Sleep disorders represent a global health challenge, with obstructive sleep apnea alone affecting nearly 85 million Americans, about 80% of whom remain undiagnosed. Polysomnography (PSG), the gold standard for sleep analysis, is unsuitable for routine or home monitoring. Heartbeat and respiratory signals are core vital signs, broadly obtainable across settings. We investigate whether these signals, when leveraged with foundation model techniques, can enable accurate sleep analysis and provide insights into multi-organ health.

METHODS

We introduce SleepFounder, a foundation model leveraging heartbeat and respiratory signals for low-burden sleep monitoring. SleepFounder was developed from more than 780,000 hours of multi-ethnic sleep recordings across 28 cohorts in the United States and China, enabled by the broad accessibility of these signals.
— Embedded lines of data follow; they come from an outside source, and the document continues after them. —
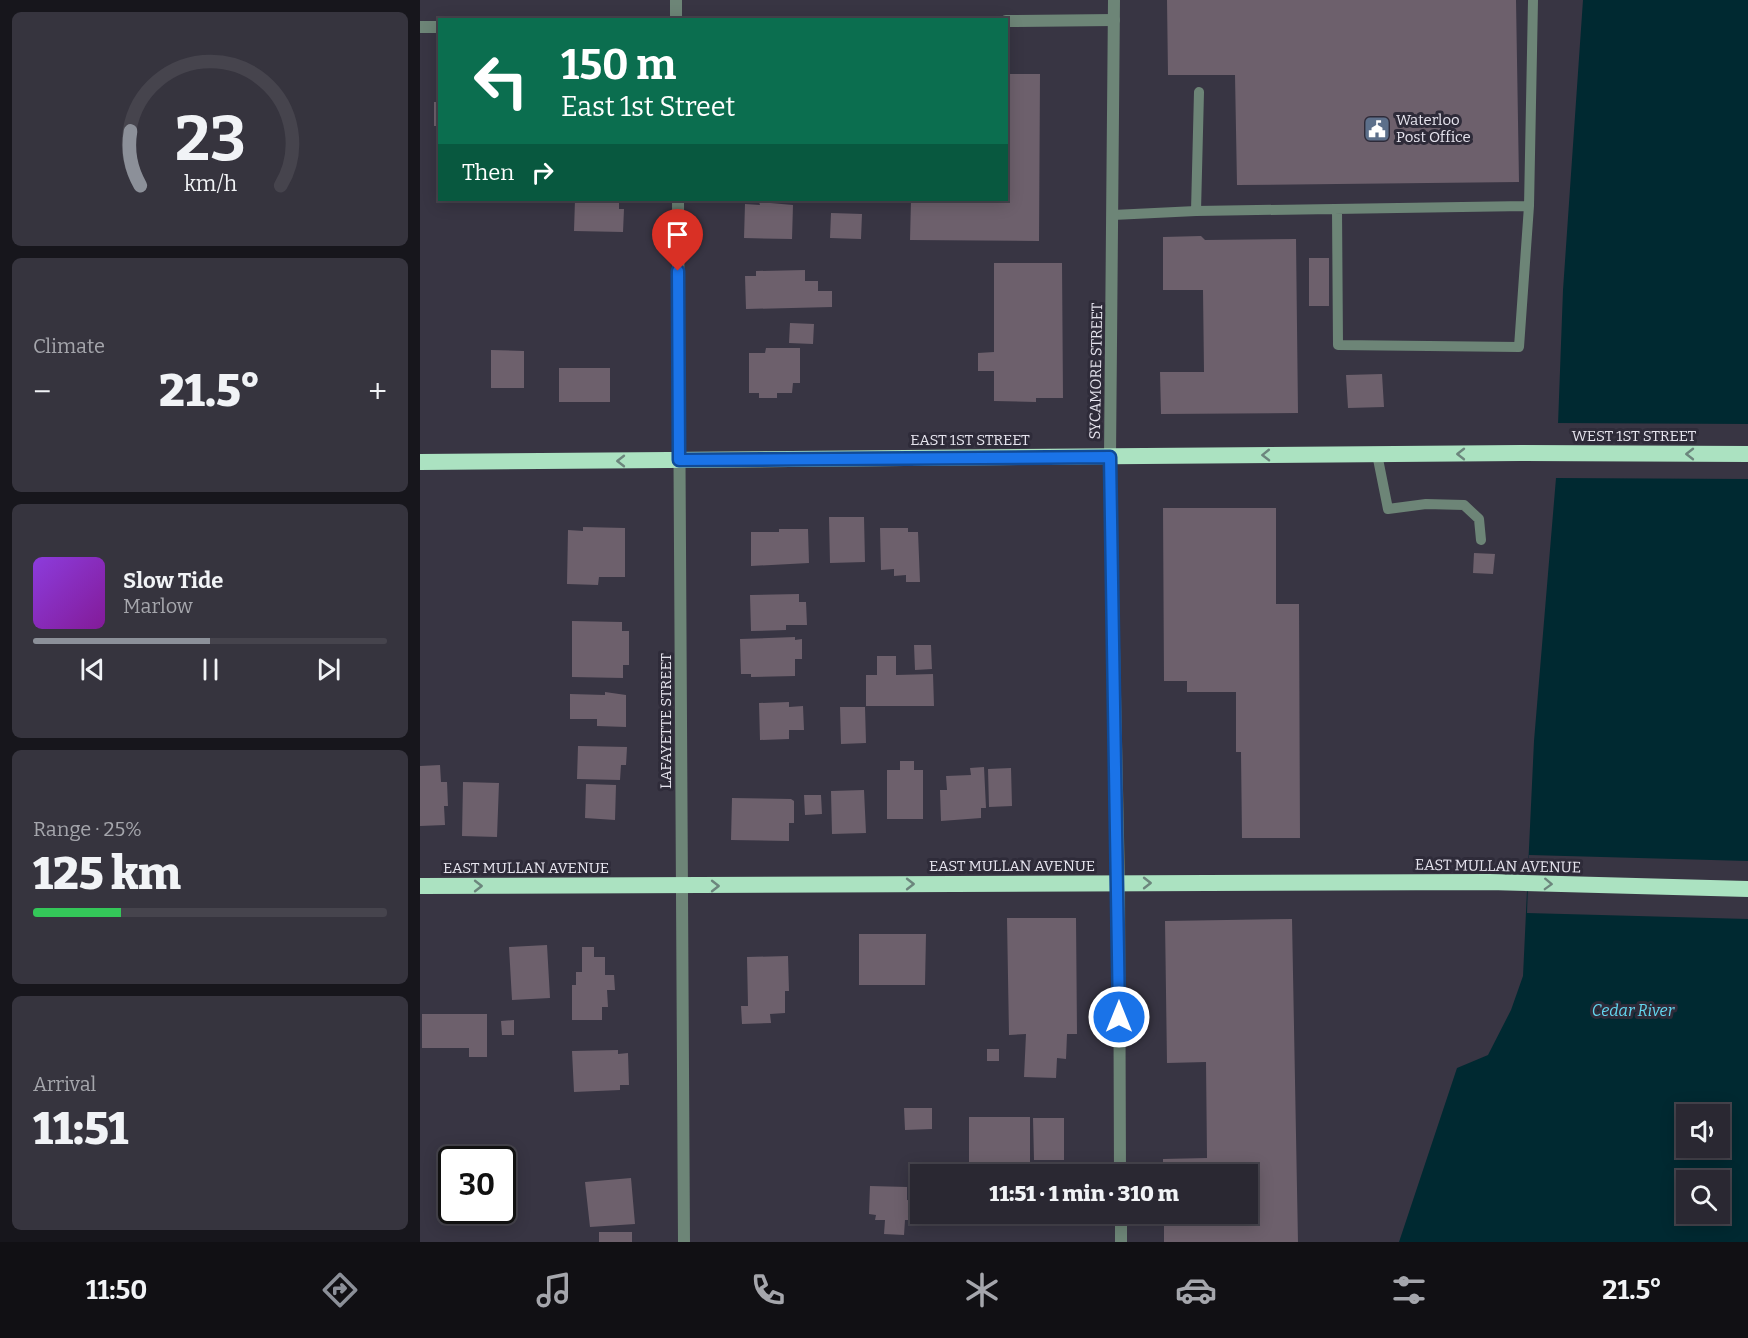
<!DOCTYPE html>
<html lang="en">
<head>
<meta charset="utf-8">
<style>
  body { margin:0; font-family:Bitter,serif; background:#36343e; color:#f1f3f6; height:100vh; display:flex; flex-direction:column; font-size:22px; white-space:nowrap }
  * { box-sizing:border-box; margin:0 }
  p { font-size:20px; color:#a5a6ac }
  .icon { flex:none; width:33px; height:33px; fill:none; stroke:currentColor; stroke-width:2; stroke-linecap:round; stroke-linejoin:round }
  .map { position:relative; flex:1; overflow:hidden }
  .panel { display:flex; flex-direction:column; gap:12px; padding:12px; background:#17161c; width:420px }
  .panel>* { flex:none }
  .top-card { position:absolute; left:18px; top:18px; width:570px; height:183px; border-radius:0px; box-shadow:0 3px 15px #0003,0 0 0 2px #46444d; background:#0b6e4f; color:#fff; overflow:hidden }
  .controls { position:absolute; left:1256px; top:1104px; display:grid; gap:12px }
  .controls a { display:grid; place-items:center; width:54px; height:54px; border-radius:0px; background:#2a2832; box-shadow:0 3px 15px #0003,0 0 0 2px #46444d; font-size:30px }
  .speed { position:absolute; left:18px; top:1146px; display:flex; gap:12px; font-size:30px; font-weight:700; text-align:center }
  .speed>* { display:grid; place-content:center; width:78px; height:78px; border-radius:50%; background:#2a2832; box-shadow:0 3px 15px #0003,0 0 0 2px #46444d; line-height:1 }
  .speed .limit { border:3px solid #111; border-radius:9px; background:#fff; color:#111 }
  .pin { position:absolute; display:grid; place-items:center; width:51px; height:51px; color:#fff; margin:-62px -26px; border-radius:50% 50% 50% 0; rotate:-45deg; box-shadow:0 0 6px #0007 }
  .pin .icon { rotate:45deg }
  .me { position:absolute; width:66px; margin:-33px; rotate:0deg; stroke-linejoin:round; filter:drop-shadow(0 0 4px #0008) }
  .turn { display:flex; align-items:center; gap:21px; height:126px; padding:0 24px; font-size:27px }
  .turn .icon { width:78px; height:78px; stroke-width:2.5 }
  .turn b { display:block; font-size:42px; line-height:51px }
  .then { display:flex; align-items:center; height:57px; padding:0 24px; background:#0003; gap:12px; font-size:22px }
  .big { font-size:45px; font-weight:800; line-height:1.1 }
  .panel .card { flex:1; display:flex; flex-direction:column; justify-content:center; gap:9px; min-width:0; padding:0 21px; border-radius:9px; background:#36343e }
  .panel .dial { align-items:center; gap:0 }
  .dial svg { height:156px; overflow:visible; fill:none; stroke:#46444d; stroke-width:7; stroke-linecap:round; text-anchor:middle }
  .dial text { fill:#f1f3f6; stroke:none }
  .song { display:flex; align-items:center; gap:18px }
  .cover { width:72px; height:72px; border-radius:9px; background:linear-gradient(135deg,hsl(270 70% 55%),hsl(290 70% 35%)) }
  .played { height:6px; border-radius:3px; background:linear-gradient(90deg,#8c9099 50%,#46444d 50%) }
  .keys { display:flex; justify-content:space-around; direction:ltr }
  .heat { display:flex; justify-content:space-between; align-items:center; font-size:33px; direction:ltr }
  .charge { height:9px; border-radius:4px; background:linear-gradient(90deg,#34c759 25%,#46444d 0) }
  .trip { position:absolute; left:490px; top:1164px; width:348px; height:60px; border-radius:0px; background:#2a2832; box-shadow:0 3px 15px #0003,0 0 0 2px #46444d; font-weight:800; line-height:60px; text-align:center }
  .tab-bar { display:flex; height:96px; justify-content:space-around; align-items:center; background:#111014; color:#a5a6ac }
  .tab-bar .icon { width:42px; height:42px }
  .tab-bar .active { color:#8c9099 }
  .tab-bar b { font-size:27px; color:#f1f3f6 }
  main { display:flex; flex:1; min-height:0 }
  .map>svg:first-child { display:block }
  .water { fill:#002931; fill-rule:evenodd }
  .pier { fill:#383543 }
  .building { fill:#6d606c }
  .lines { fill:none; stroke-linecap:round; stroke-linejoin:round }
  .service { stroke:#6d8577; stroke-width:10 }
  .minor { stroke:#6d8577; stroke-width:12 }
  .tertiary { stroke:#6d8577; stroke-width:12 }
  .trunk { stroke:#abe2c1; stroke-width:16 }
  .oneway { stroke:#6c867d }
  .route-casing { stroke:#114b97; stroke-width:15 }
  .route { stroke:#1a73e8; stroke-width:10 }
  .labels { text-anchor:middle; stroke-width:6; stroke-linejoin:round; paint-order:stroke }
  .poi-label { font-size:15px; fill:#e6e4ee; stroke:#2e2b39; text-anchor:start }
  .street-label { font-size:15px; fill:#e6e4ee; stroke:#2e2b39 }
  .water-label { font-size:16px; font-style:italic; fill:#63d6ef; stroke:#2e2b39 }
</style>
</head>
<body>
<main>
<section class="panel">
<div class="card dial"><svg viewBox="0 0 100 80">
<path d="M14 69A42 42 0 1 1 86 69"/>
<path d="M14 69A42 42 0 0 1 9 41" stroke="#8c9099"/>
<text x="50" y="56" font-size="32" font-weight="700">23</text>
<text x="50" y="72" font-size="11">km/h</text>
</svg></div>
<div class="card"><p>Climate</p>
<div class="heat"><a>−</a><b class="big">21.5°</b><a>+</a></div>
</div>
<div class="card">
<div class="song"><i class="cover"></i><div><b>Slow Tide</b><p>Marlow</p></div></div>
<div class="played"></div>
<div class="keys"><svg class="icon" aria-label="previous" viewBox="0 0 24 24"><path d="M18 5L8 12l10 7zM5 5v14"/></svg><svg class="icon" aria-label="pause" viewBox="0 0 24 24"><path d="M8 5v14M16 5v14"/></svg><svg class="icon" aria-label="next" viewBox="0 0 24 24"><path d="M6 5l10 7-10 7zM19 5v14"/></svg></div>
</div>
<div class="card"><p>Range · 25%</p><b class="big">125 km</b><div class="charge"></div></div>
<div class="card"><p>Arrival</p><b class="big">11:51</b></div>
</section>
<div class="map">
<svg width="1328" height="1242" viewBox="0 0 1328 1242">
  <rect width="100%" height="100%" fill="#383543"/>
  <path class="water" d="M 1163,0 L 1328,0 L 1328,1242 L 979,1242 L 1037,1068 L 1068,1055 L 1091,1010 L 1103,976 L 1114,741 L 1136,478 L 1143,290 ZM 1266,1114 L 1299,1114 L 1299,1148 L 1266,1148 ZM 1266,1180 L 1299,1180 L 1299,1214 L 1266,1214 Z"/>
  <path class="pier" d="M 1136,423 L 1328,424 L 1328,479 L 1136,478 Z
    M 1109,855 L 1328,861 L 1328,919 L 1107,913 Z"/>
  <path class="building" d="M 747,0 L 1096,0 L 1099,182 L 817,185 L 815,75 L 748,75 Z
    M 586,74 L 620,74 L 619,241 L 490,240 L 491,200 L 586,200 Z
    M 14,102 L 20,102 L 20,126 L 14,126 Z
    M 155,200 L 199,200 L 199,209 L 204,209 L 203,232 L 154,231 Z
    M 339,202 L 373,205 L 372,239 L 324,238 L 325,204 L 340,205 Z
    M 411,213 L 442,214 L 441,239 L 410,238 Z
    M 781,236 L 785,240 L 876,239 L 878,413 L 741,414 L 740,372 L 784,372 L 783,290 L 743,290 L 743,237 Z
    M 889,258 L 909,258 L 909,306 L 889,306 Z
    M 574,263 L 642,263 L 643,398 L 616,398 L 616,402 L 574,401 L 574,371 L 558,371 L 558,353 L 574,352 Z
    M 385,270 L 385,281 L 398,281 L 398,291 L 412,291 L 412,307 L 326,309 L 325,276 L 336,276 L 336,271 Z
    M 370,323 L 394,324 L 393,344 L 369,343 Z
    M 346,348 L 380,348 L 380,383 L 373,383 L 372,393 L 357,393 L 357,398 L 339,398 L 339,393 L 329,393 L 329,353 L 345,353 Z
    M 71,350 L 104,351 L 104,388 L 71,388 Z
    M 139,368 L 190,368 L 190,402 L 139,402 Z
    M 962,374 L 964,407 L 928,408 L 926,375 Z
    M 743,508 L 856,508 L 856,604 L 879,604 L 880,838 L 822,838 L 821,752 L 816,752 L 816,692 L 767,692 L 767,681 L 744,681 Z
    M 409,517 L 444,517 L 445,562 L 410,563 Z
    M 163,527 L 205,528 L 205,577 L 179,577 L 178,585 L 147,584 L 148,530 L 163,531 Z
    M 460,528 L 488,528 L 488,532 L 498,532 L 500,582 L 486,582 L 486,575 L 474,576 L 474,569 L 461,570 Z
    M 359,529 L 388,529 L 389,563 L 331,566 L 331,532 L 359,532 Z
    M 1054,553 L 1075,554 L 1073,574 L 1053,573 Z
    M 379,594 L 379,602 L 386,602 L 387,625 L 366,625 L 366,630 L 331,631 L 330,595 Z
    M 152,621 L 202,622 L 202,631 L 209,631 L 209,665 L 203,665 L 203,678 L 152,677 Z
    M 375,637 L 375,640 L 382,639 L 382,659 L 375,659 L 375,676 L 331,677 L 331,674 L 321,674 L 320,639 Z
    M 494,645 L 511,645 L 512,669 L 495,670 Z
    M 457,656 L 476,656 L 476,675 L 513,674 L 514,706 L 446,706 L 446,675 L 457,675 Z
    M 185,692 L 206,695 L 206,727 L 177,726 L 177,719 L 150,719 L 150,694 L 185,695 Z
    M 369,702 L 369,707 L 383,706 L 384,730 L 369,730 L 369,739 L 340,740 L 339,703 Z
    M 420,707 L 445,707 L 446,743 L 421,744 Z
    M 158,746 L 207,747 L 206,765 L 201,765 L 200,780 L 157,779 Z
    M 480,761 L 494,761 L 494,770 L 503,770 L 503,819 L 467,819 L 467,770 L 480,770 Z
    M 20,765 L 21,782 L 27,782 L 28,806 L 24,806 L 25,825 L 0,826 L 0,766 Z
    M 564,767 L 566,808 L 561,808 L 561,818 L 521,821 L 520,790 L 527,790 L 526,776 L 551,775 L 550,768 Z
    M 591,768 L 592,806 L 569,807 L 568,769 Z
    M 43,782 L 79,783 L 77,837 L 42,836 Z
    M 166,784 L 196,785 L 195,820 L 165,818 Z
    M 444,790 L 446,833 L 412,834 L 411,791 Z
    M 384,795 L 401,795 L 402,814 L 385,815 Z
    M 312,798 L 371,799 L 374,801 L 374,823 L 369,823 L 369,841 L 311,840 Z
    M 587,918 L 656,918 L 657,1034 L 647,1034 L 646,1059 L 637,1058 L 636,1078 L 604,1077 L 606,1034 L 589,1035 Z
    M 872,919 L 878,1242 L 744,1242 L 744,1214 L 828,1214 L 828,1174 L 743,1174 L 743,1159 L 787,1158 L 786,1062 L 747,1063 L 745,921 Z
    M 439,934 L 506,934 L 505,985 L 439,985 Z
    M 127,945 L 130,998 L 92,1000 L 89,947 Z
    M 162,947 L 174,947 L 174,957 L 185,957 L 185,975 L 194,975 L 195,990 L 187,990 L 188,1007 L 182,1007 L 182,1020 L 152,1020 L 152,985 L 156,985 L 156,972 L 162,972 Z
    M 368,956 L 369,991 L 365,991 L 365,1013 L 350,1014 L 351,1023 L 322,1024 L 321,1006 L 328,1006 L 327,957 Z
    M 2,1014 L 67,1014 L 67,1057 L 49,1057 L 49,1048 L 2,1048 Z
    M 94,1020 L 94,1035 L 82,1035 L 81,1021 Z
    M 567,1049 L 579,1049 L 579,1061 L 567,1061 Z
    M 198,1050 L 198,1054 L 208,1053 L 209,1085 L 200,1085 L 200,1090 L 154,1092 L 152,1051 Z
    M 484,1108 L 512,1108 L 512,1129 L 485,1130 Z
    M 549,1117 L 610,1117 L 610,1174 L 549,1174 Z
    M 613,1118 L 644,1118 L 644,1160 L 614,1160 Z
    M 60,1150 L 70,1150 L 71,1159 L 60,1159 Z
    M 211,1178 L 215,1224 L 170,1227 L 165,1182 Z
    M 450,1186 L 487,1187 L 487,1200 L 496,1201 L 495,1220 L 485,1220 L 484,1235 L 464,1234 L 465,1220 L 455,1220 L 456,1215 L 449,1214 Z
    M 179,1232 L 212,1232 L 212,1242 L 179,1242 Z"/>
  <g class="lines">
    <path class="service" d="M 917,210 L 918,345 L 1099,347 L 1109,206
      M 776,211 L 779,92
      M 693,215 L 776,211 L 1109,206 L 1113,0
      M 957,454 L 968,509 L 1006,504 L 1044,505 L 1059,519 L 1061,540"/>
    <path class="minor" d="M 586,21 L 694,20
      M 0,27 L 20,27
      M 699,883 L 700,1174
      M 701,1214 L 701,1242"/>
    <path class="tertiary" d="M 256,0 L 256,20
      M 694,0 L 690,457 L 699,883
      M 258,200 L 264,1242"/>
    <path class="trunk" d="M 0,462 L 1100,453 L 1328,454
      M 0,886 L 1069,882 L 1328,889"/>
  </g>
  <defs><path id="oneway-chevron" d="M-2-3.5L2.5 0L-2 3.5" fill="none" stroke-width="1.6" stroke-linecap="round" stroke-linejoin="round" transform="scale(1.5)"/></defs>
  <g class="oneway">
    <use href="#oneway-chevron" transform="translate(1041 454) rotate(180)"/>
    <use href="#oneway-chevron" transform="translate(1270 454) rotate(-180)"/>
    <use href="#oneway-chevron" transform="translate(846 455) rotate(179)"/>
    <use href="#oneway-chevron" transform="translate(201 461) rotate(180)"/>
    <use href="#oneway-chevron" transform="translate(727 883)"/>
    <use href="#oneway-chevron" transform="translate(490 884)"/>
    <use href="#oneway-chevron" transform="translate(1128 884) rotate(2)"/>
    <use href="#oneway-chevron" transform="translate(58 886)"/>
    <use href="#oneway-chevron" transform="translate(295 886)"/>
  </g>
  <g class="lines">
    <defs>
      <path id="route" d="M 258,271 L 259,460 L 690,457 L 699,1017"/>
    </defs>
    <use href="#route" class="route-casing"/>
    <use href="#route" class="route"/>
  </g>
  <defs>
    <symbol id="civic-square" viewBox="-11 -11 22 22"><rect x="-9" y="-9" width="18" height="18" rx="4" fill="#5c6f8a" stroke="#2e2b39"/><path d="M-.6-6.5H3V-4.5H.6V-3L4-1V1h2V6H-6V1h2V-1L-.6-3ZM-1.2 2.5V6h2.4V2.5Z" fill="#fff"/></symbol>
  </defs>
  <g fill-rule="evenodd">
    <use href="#civic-square" x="942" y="114" width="30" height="30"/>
  </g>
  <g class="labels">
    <g class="poi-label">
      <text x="976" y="125">Waterloo<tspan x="976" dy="17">Post Office</tspan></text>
    </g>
    <g class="street-label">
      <text transform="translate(676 371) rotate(-89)" y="5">SYCAMORE STREET</text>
      <text x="1214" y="441">WEST 1ST STREET</text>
      <text x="550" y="445">EAST 1ST STREET</text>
      <text transform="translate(246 721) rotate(-90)" y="5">LAFAYETTE STREET</text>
      <text x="592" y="871">EAST MULLAN AVENUE</text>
      <text transform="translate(1078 866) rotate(1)" y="5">EAST MULLAN AVENUE</text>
      <text x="106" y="873">EAST MULLAN AVENUE</text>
    </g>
    <g class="water-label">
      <text x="1213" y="1016">Cedar River</text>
    </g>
  </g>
</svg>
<div class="controls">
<a><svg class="icon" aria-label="sound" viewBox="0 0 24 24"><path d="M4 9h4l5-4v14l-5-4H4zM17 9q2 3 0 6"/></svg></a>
<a><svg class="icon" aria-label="search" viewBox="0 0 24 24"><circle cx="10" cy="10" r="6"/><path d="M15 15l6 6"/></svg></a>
</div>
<div class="speed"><div class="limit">30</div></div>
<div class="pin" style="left:258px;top:271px;background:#d93025"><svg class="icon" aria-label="arrive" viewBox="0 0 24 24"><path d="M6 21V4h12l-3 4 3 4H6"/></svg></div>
<svg class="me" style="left:699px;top:1017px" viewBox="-20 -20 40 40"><circle r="17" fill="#1a73e8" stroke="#fff" stroke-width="3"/><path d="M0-11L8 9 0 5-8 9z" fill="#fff"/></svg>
<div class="trip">11:51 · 1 min · 310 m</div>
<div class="top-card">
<div class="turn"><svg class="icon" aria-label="left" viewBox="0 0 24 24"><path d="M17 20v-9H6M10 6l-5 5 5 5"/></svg><div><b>150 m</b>East 1st Street</div></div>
<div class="then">Then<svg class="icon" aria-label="right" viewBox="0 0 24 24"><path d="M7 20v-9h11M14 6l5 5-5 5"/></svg></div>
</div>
</div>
</main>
<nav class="tab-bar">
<b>11:50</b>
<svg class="icon active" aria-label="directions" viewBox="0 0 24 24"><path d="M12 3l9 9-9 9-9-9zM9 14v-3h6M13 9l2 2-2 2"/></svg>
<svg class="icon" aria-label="music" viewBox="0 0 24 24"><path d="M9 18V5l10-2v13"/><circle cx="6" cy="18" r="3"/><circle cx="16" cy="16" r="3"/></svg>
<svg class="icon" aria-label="phone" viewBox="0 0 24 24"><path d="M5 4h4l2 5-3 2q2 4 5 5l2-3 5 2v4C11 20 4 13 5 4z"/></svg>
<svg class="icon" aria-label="climate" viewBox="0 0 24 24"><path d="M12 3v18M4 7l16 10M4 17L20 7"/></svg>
<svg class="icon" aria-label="car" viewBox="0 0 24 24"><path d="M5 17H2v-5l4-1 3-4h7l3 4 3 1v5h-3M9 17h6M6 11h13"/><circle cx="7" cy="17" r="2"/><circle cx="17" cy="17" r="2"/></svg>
<svg class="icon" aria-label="filters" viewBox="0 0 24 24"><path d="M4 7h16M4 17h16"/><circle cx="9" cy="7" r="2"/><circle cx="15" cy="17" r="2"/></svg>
<b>21.5°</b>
</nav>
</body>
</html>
We evaluated SleepFounder on downstream tasks including sleep analysis, demographic profiling, and disease diagnosis across multiple physiological systems, using both curated PSG datasets and real-world, multi-center ballistocardiography (BCG) data collected with a custom-developed sleep mat.

RESULTS

SleepFounder achieved strong performance across all evaluated tasks and typically matched baseline models while using only 20% of the training data. Averaged across external PSG and BCG datasets, it outperformed baselines with Cohen’s κ of 0.65 for five-class sleep staging, intraclass correlation coefficient of 0.85 for apnea-hypopnea index estimation, mean absolute error of 6.90 years for age prediction, and area under the receiver operating characteristic curve (AUROC) of 0.85 for sex classification. In addition, SleepFounder demonstrated broad diagnostic potential: in the held-out test set, it achieved AUROCs of 0.89 for gastroesophageal reflux disease, 0.88 for heart failure, 0.83 for high cholesterol, 0.81 for coronary heart disease, chronic pain, and bipolar disorder, and 0.77 for atrial fibrillation and flutter. These findings were further validated in temporally and geographically external cohorts across five datasets.

CONCLUSIONS

Cardiorespiratory signals encode rich, system-wide physiological information, enabling both conventional sleep analysis and broader health assessment. Building on this insight, SleepFounder demonstrates that low-burden monitoring based solely on respiration and heartbeat can deliver accurate sleep care, highlighting its potential for scalable real-world deployment.